__Exercise description__.
What lines below contain the string "const"? List them all.

(Dataset entries)
####
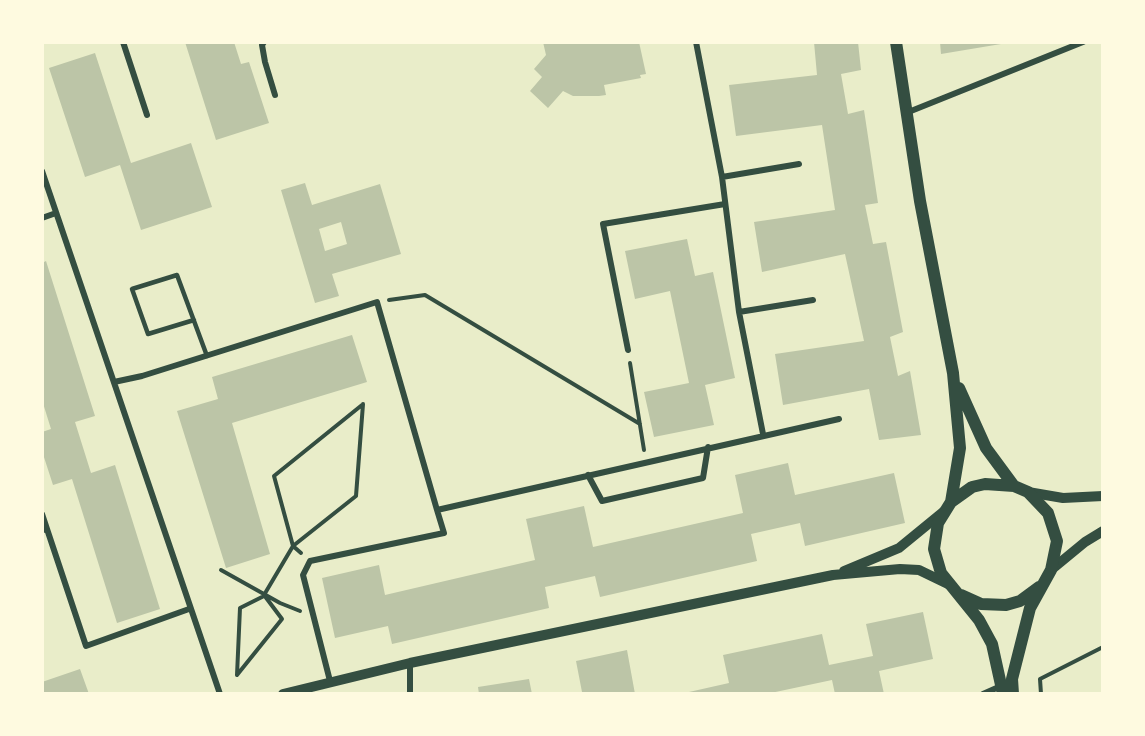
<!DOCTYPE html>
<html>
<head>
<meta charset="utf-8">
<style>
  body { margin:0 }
  #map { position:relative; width:1145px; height:736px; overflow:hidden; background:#e9edc9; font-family:Jost,sans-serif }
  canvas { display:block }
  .frame { position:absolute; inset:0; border:44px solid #fefae0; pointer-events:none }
</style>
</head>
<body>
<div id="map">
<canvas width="1145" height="736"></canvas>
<div class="frame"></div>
</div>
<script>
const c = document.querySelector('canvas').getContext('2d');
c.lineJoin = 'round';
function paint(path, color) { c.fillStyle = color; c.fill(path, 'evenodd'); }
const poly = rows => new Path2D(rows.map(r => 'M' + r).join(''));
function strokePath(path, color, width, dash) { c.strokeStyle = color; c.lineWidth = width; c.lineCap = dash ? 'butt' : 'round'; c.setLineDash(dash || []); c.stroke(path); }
paint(poly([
  [185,42,234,42,241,64,249,62,269,123,216,140],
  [543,42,639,42,646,74,640,75,641,78,604,85,606,95,599,96,573,96,563,91,548,108,530,91,542,77,534,69,546,55],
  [814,42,858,42,861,70,841,74,848,114,864,110,878,203,865,205,873,244,886,242,903,332,890,337,898,376,910,371,921,435,879,440,869,389,783,405,775,354,864,341,845,254,762,272,754,222,835,210,822,125,736,136,729,85,817,75],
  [940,42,1007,42,1007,43,941,54],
  [95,53,131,163,191,143,212,207,141,230,120,165,85,177,49,68],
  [305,183,312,205,380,184,401,254,332,274,339,296,315,303,281,190],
  [341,222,347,244,325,251,319,229],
  [687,239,695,276,713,272,735,378,705,385,714,425,654,437,644,392,689,383,670,291,635,299,625,251],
  [46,261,95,416,75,422,91,473,115,465,160,609,117,623,72,479,53,485,42,451,42,432,51,429,42,400,42,263],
  [352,335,367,382,232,423,270,554,226,568,177,411,218,399,212,377],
  [788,463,795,495,894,473,905,523,805,546,800,523,751,534,757,561,600,597,595,576,545,587,549,608,392,644,388,626,335,638,322,578,379,565,385,595,535,560,526,519,584,506,593,547,743,513,735,475],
  [923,612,933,659,879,671,884,694,835,694,832,680,766,694,690,694,689,692,729,683,723,655,822,634,829,665,873,656,866,624],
  [627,650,635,694,576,694,582,692,576,661],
  [80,669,89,694,42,694,42,682],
  [529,679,532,694,479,694,478,687]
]), '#bcc5a7');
strokePath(poly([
  [389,300,425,295,640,424],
  [630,363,644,450],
  [301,553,293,546,274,476,362,405],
  [221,570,280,603,300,611],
  [237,675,282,619,264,595,293,546,356,496,363,404],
  [237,675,240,608,264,596],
  [1041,694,1040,679,1103,647]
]), '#344e41', 4);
strokePath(poly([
  [194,320,148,334,132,289,177,275,207,356]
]), '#344e41', 4.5);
strokePath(poly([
  [123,42,147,115],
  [264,42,262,45,265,62,275,95],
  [696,42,722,177,739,312,763,434],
  [906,113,1083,42],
  [42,171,220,694],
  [722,177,799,164],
  [42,218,56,213],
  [739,312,813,300],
  [628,350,603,224,725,204],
  [114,382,142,376,377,302,437,510,839,419],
  [588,475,602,501,703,478,708,447],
  [42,514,47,529],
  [42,530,47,529,86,646,189,609],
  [330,681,303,575,310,561,444,533,437,510],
  [410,694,410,663],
  [983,694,1001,686]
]), '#344e41', 6);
strokePath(poly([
  [1028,492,1063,498,1103,496],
  [1051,570,1085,542,1103,531],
  [844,571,899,548,943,512],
  [283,694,410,663,833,575,900,569,919,570,948,584]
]), '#344e41', 10);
strokePath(poly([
  [896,42,920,201,953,373,960,448,951,502],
  [959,388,986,448,1014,486],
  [961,595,981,604,1006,605,1020,601,1039,587],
  [1003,694,992,644,979,620,941,573,934,549,938,523,951,502,972,487,985,484,1014,486,1028,492,1048,513,1057,541,1051,570,1030,608,1012,679,1013,694]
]), '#344e41', 12);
</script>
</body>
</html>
####
__Solution for this exercise__.
const c = document.querySelector('canvas').getContext('2d');
const poly = rows => new Path2D(rows.map(r => 'M' + r).join(''));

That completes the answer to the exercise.